EXERCISE: Retyping each entry exactly is the whole task.

Collected data entries:
------------

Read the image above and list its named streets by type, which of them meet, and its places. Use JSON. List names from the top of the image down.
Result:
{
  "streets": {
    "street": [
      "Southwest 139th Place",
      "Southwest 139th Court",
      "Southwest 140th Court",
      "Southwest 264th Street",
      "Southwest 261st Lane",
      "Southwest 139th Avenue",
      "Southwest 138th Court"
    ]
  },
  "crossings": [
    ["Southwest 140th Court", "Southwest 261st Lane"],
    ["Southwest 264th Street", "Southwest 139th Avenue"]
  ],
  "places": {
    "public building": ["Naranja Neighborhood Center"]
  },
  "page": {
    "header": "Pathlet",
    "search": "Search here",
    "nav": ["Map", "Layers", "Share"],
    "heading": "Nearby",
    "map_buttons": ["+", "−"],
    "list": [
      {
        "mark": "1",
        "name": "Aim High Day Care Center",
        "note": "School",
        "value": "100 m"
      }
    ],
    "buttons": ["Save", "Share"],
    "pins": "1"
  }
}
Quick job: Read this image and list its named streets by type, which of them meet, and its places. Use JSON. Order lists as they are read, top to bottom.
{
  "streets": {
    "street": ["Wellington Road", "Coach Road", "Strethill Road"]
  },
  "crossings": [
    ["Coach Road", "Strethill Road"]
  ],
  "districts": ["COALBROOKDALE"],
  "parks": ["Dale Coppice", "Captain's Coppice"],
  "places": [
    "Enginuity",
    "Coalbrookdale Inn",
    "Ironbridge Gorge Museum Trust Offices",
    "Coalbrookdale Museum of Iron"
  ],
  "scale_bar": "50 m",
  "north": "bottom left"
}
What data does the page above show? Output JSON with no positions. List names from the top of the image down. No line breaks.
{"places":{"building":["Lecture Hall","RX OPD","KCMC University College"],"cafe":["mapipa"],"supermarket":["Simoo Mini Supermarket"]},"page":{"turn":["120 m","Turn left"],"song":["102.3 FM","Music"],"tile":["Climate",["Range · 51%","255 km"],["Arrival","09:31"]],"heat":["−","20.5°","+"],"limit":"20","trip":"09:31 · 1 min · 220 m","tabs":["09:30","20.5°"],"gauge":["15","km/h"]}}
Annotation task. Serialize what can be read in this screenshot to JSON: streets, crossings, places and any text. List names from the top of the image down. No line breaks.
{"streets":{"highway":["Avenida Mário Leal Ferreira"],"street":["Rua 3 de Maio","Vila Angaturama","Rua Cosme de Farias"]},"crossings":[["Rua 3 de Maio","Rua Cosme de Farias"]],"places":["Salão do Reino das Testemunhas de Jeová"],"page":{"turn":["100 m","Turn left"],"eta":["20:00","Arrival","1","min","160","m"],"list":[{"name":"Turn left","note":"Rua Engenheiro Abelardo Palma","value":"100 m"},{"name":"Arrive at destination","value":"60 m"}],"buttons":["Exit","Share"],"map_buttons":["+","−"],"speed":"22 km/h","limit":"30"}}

------------

WRITTEN ANSWER:
Read the image above and list its named streets by type, which of them meet, and its places. Use JSON. List names from the top of the image down.
Result:
{
  "streets": {
    "street": [
      "Southwest 139th Place",
      "Southwest 139th Court",
      "Southwest 140th Court",
      "Southwest 264th Street",
      "Southwest 261st Lane",
      "Southwest 139th Avenue",
      "Southwest 138th Court"
    ]
  },
  "crossings": [
    ["Southwest 140th Court", "Southwest 261st Lane"],
    ["Southwest 264th Street", "Southwest 139th Avenue"]
  ],
  "places": {
    "public building": ["Naranja Neighborhood Center"]
  },
  "page": {
    "header": "Pathlet",
    "search": "Search here",
    "nav": ["Map", "Layers", "Share"],
    "heading": "Nearby",
    "map_buttons": ["+", "−"],
    "list": [
      {
        "mark": "1",
        "name": "Aim High Day Care Center",
        "note": "School",
        "value": "100 m"
      }
    ],
    "buttons": ["Save", "Share"],
    "pins": "1"
  }
}
Quick job: Read this image and list its named streets by type, which of them meet, and its places. Use JSON. Order lists as they are read, top to bottom.
{
  "streets": {
    "street": ["Wellington Road", "Coach Road", "Strethill Road"]
  },
  "crossings": [
    ["Coach Road", "Strethill Road"]
  ],
  "districts": ["COALBROOKDALE"],
  "parks": ["Dale Coppice", "Captain's Coppice"],
  "places": [
    "Enginuity",
    "Coalbrookdale Inn",
    "Ironbridge Gorge Museum Trust Offices",
    "Coalbrookdale Museum of Iron"
  ],
  "scale_bar": "50 m",
  "north": "bottom left"
}
What data does the page above show? Output JSON with no positions. List names from the top of the image down. No line breaks.
{"places":{"building":["Lecture Hall","RX OPD","KCMC University College"],"cafe":["mapipa"],"supermarket":["Simoo Mini Supermarket"]},"page":{"turn":["120 m","Turn left"],"song":["102.3 FM","Music"],"tile":["Climate",["Range · 51%","255 km"],["Arrival","09:31"]],"heat":["−","20.5°","+"],"limit":"20","trip":"09:31 · 1 min · 220 m","tabs":["09:30","20.5°"],"gauge":["15","km/h"]}}
Annotation task. Serialize what can be read in this screenshot to JSON: streets, crossings, places and any text. List names from the top of the image down. No line breaks.
{"streets":{"highway":["Avenida Mário Leal Ferreira"],"street":["Rua 3 de Maio","Vila Angaturama","Rua Cosme de Farias"]},"crossings":[["Rua 3 de Maio","Rua Cosme de Farias"]],"places":["Salão do Reino das Testemunhas de Jeová"],"page":{"turn":["100 m","Turn left"],"eta":["20:00","Arrival","1","min","160","m"],"list":[{"name":"Turn left","note":"Rua Engenheiro Abelardo Palma","value":"100 m"},{"name":"Arrive at destination","value":"60 m"}],"buttons":["Exit","Share"],"map_buttons":["+","−"],"speed":"22 km/h","limit":"30"}}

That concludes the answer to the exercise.